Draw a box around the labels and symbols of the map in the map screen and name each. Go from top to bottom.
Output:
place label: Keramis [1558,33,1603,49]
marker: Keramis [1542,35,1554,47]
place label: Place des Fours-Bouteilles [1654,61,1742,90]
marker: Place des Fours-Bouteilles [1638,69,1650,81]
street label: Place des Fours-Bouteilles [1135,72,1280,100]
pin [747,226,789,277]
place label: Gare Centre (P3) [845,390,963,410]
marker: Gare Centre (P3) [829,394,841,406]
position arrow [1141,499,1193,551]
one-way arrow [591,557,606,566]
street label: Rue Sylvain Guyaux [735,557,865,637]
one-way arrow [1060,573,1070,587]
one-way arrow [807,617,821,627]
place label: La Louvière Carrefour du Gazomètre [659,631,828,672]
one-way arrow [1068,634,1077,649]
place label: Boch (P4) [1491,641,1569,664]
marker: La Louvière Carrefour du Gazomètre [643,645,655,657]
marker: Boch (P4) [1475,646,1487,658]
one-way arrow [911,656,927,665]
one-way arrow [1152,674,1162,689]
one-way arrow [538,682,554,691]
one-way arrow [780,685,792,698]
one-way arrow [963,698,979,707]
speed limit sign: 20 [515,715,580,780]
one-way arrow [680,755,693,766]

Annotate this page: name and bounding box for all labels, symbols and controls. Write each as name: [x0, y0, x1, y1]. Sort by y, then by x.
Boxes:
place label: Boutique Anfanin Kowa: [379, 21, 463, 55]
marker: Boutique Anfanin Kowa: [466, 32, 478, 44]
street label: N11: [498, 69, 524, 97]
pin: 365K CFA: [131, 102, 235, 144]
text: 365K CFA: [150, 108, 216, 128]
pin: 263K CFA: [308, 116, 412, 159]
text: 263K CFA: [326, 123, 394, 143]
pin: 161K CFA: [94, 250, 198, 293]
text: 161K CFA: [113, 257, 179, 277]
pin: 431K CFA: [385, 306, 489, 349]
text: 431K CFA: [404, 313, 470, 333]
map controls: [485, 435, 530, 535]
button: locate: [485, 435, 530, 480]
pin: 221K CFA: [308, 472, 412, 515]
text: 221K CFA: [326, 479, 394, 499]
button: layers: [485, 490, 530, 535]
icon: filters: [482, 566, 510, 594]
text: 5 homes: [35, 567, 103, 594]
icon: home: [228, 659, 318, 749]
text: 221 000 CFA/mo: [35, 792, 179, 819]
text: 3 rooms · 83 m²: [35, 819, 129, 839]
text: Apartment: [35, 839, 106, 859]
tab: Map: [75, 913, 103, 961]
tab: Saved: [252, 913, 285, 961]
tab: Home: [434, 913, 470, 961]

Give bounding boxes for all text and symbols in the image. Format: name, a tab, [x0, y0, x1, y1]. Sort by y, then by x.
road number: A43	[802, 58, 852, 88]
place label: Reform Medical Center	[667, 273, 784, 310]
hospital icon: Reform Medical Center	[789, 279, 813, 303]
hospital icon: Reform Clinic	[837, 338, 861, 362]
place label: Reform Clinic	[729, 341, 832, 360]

-- -- --

*TASK DETAILS*. Answer with the number alone after tallying the lines of the entries above that contain the word "each".

*TASK ANSWER*. 2